Siau – Banjir bandang menerjang permukiman di Pulau Siau, Kabupaten Kepulauan Sitaro, Sulawesi Utara, Senin (5/1) dini hari.
14 orang dilaporkan meninggal dunia akibat bencana ini.
Selain itu, 25 orang mengalami luka-luka dan satu orang masih hilang.
Informasi ini disampaikan oleh Kapendam XIII/Merdeka, Kolonel Inf Daniel E .S. Lalawi.
Banjir menyebabkan 35 kepala keluarga (108 jiwa) mengungsi.
Pemerintah setempat telah menyiapkan lokasi pengungsian bagi para korban.
Kerusakan akibat banjir cukup parah.
64 rumah rusak berat dan ringan, serta 21 rumah hilang terseret arus.
Akses jalan utama tertutup material tanah, batu, dan kayu.
Kendaraan roda dua maupun roda empat tidak bisa melintas.
Kodam XIII/Merdeka mengerahkan dua peleton untuk membantu penanganan bencana.
Personel akan digeser menggunakan Kapal Feri Lokon Banua milik Pemda Sitaro melalui Dermaga PSDP Bitung.
Dandim 1301/Sangihe memerintahkan Danramil 1301-02/Siau beserta personel untuk terjun langsung ke lokasi.
Mereka akan membantu proses pencarian, evakuasi korban, dan penanganan darurat bersama unsur Polri dan pemerintah daerah.
Gubernur Sulawesi Utara, Yulius Selvanus, memerintahkan jajarannya segera mengirimkan bantuan.
Bantuan berupa alat berat, kebutuhan bayi, lansia, pakaian, kasur, dan makanan.
“Pemprov Sulut akan hadir dan memberikan dukungan penuh bagi masyarakat terdampak,” ujar Yulius.
Upaya penanganan darurat terus dilakukan oleh Pemerintah Kabupaten Sitaro bersama TNI, Polri, dan masyarakat setempat.

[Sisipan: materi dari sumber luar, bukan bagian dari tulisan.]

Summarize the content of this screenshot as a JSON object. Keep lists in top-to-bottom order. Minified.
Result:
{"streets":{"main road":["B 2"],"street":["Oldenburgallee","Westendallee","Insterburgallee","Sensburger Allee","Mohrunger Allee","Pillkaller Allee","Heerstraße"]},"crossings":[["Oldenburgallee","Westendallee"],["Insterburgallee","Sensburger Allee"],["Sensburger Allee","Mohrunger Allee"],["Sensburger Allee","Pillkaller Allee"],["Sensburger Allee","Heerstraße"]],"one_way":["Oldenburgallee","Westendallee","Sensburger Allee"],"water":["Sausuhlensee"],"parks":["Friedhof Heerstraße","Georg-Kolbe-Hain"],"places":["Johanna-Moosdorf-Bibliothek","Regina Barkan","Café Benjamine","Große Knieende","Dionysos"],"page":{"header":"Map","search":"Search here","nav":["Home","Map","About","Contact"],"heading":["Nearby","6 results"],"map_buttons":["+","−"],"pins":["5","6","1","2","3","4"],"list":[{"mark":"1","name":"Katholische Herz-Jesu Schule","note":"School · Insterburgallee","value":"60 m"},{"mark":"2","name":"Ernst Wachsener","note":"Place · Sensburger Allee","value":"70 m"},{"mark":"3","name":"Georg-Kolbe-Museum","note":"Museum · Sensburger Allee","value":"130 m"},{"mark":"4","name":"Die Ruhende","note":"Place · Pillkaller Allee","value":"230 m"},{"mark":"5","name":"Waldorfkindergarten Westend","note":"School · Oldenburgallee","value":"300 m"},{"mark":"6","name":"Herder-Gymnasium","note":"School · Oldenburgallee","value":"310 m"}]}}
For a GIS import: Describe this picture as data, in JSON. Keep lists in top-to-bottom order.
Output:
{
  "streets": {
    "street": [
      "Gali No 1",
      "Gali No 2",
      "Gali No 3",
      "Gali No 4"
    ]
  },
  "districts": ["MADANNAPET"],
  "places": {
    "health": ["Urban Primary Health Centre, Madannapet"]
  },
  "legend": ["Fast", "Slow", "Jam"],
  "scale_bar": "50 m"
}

Hujan deras berintensitas tinggi mengguyur wilayah Sitaro selama kurang lebih lima jam tanpa henti.
Aliran air bercampur material batu, tanah, dan kayu meluap dan menerjang permukiman warga.
Banjir bandang berdampak luas di sejumlah wilayah Kecamatan Siau Timur.
Wilayah terdampak meliputi Kelurahan Paniki, Kelurahan Paseng, Kelurahan Bahu, Kampung Bumbiha, Kampung Peling, Kampung Laghaeng, Kampung Batusenggo, Kampung Beong, dan Kampung Salili.
Pemerintah Kabupaten Sitaro telah menetapkan status tanggap darurat bencana selama 14 hari.
Tujuannya untuk mempercepat proses penanganan dan pemulihan di wilayah terdampak.